I'm looking into proximity sensors for bicycle attachments. The idea is to detect when a car passes close by to a rider. What are some types of proximity sensors that would be:

  1. Cheap
  2. Range up to 2 meters
  3. Resistant to weather or can be put inside a protective enclosure and still work
  4. Works with relative motion between sensor and target
  5. Works with rain or high humidity (morning fog) between sensor and target

I also welcome you to propose other considerations I haven't listed above.

  • Just buy a Garmin Varia Radar, the new ones support both ANT+ and BLE
    – hardillb
    Jan 25 at 11:25
  • @hardillb more looking at sensors that I can order as parts to build into something.

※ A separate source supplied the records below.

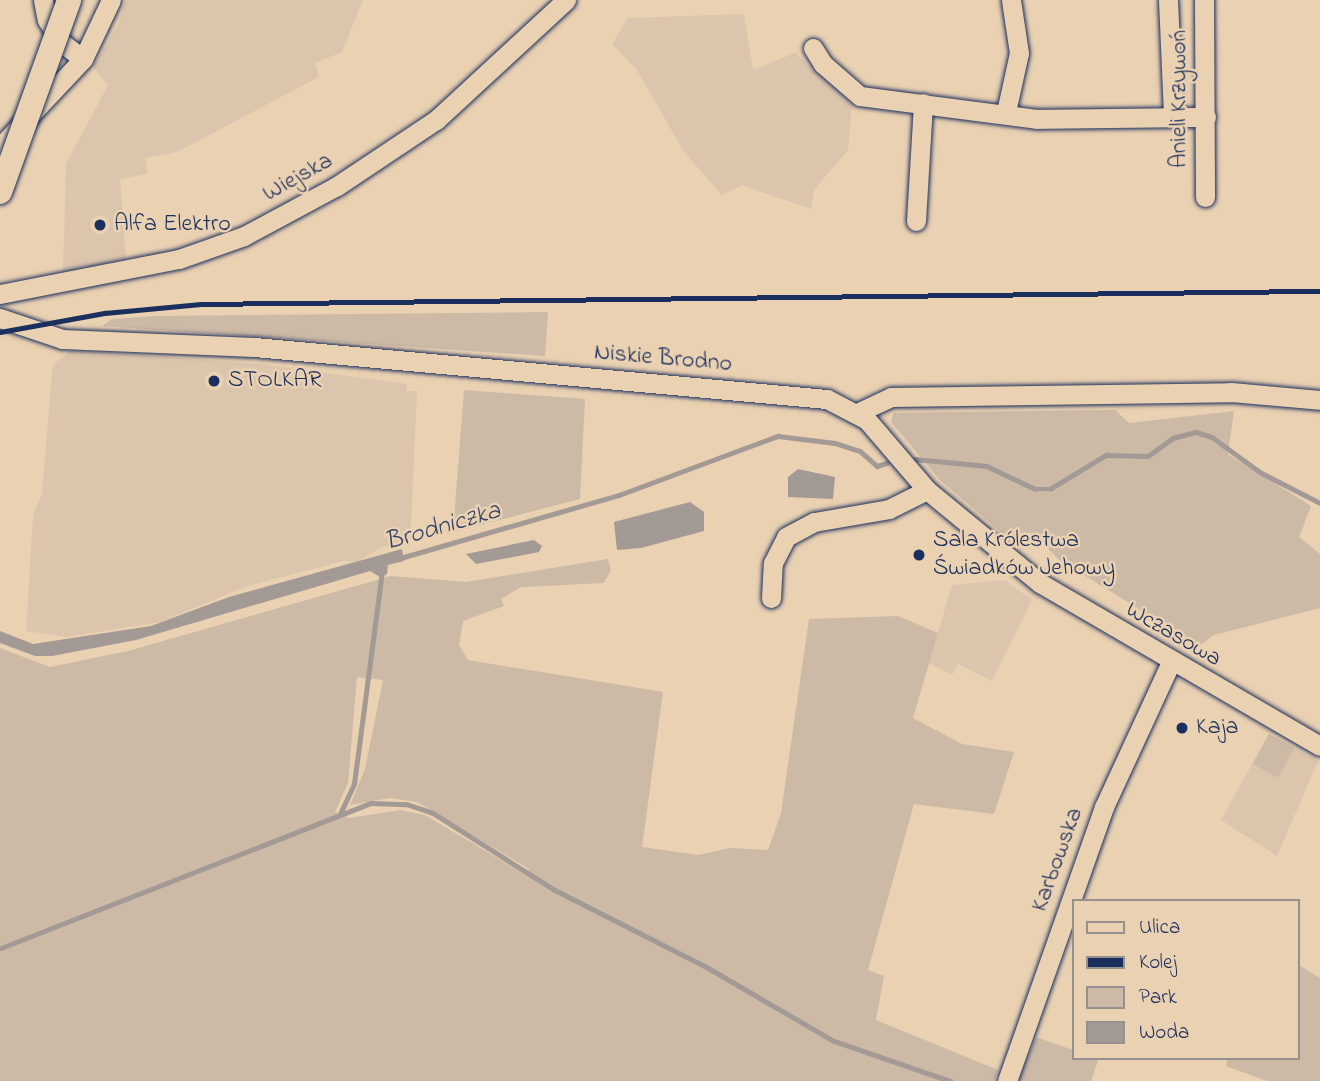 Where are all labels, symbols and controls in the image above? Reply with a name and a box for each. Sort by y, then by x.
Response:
street label: Anieli Krzywoń [1166,30,1194,168]
street label: Wiejska [258,147,338,209]
place label: Alfa Elektro [114,211,231,239]
marker: Alfa Elektro [92,217,108,233]
street label: Niskie Brodno [593,339,733,379]
place label: STOLKAR [228,367,322,395]
marker: STOLKAR [206,373,222,389]
water label: Brodniczka [381,497,505,559]
place label: Sala Królestwa Świadków Jehowy [933,527,1115,583]
marker: Sala Królestwa Świadków Jehowy [911,547,927,563]
street label: Wczasowa [1120,596,1226,674]
place label: Kaja [1196,714,1238,742]
marker: Kaja [1174,720,1190,736]
street label: Karbowska [1026,804,1090,916]
legend [1072,899,1299,1060]
text: Ulica [1139,913,1180,943]
text: Kolej [1139,948,1177,978]
text: Park [1139,983,1177,1013]
text: Woda [1139,1018,1189,1048]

In that sense, the Garmin is certainly not cheap Jan 25 at 12:57
  • 1
    The radar in that device is still probably the best fit for your use case and constraints. See the link in this question for an example of one that can be purchased iot.stackexchange.com/questions/5445/…
    – hardillb
    Jan 25 at 13:25
  • You may want to think about exactly where (relative to the bike) you want to detect the other vehicle (sides, back, or in between), which may depend on why you want the sensor (warning that a vehicle is approaching from behind, measure the lateral distance between the vehicle and you...).
    – jcaron
    Jan 25 at 16:49
  • the Range up to 2 meters seems awfully close
    – jsotola
    Jan 25 at 19:53

There are quite a few technologies that can be used, though I'm not sure about the impact of some of your conditions (e.g. weather) on their operation. Here are a few:

  • Laser time-of-flight. Sends a laser pulse, checks how long it takes to come back, and tell you the distance between the sensor and the object. Very narrow beam.

  • Ultrasonic time-of-flight. Similar, but uses (inaudible) sound. Has a slightly wider beam.

  • Doppler radar. Similar, but in addition to distance, it also measures the difference between the frequency of the pulse sent and that of the echo received, which tells you the relative speed (in the direction of the signal).

  • Video camera with shape recognition. Probably doesn't qualify for cheap.

You can of course derive speed from the variations in distance for the first two, but it probably won't be as precise and quick.

You can find many of such sensors on Adafruit, Sparkfun, etc, and they are relatively cheap. But I have no idea what the impact of rain or fog may be on them. Note that they are all "active" sensors, which need power to transmit a signal before then receiving a response back, so battery operation may raise its own challenges.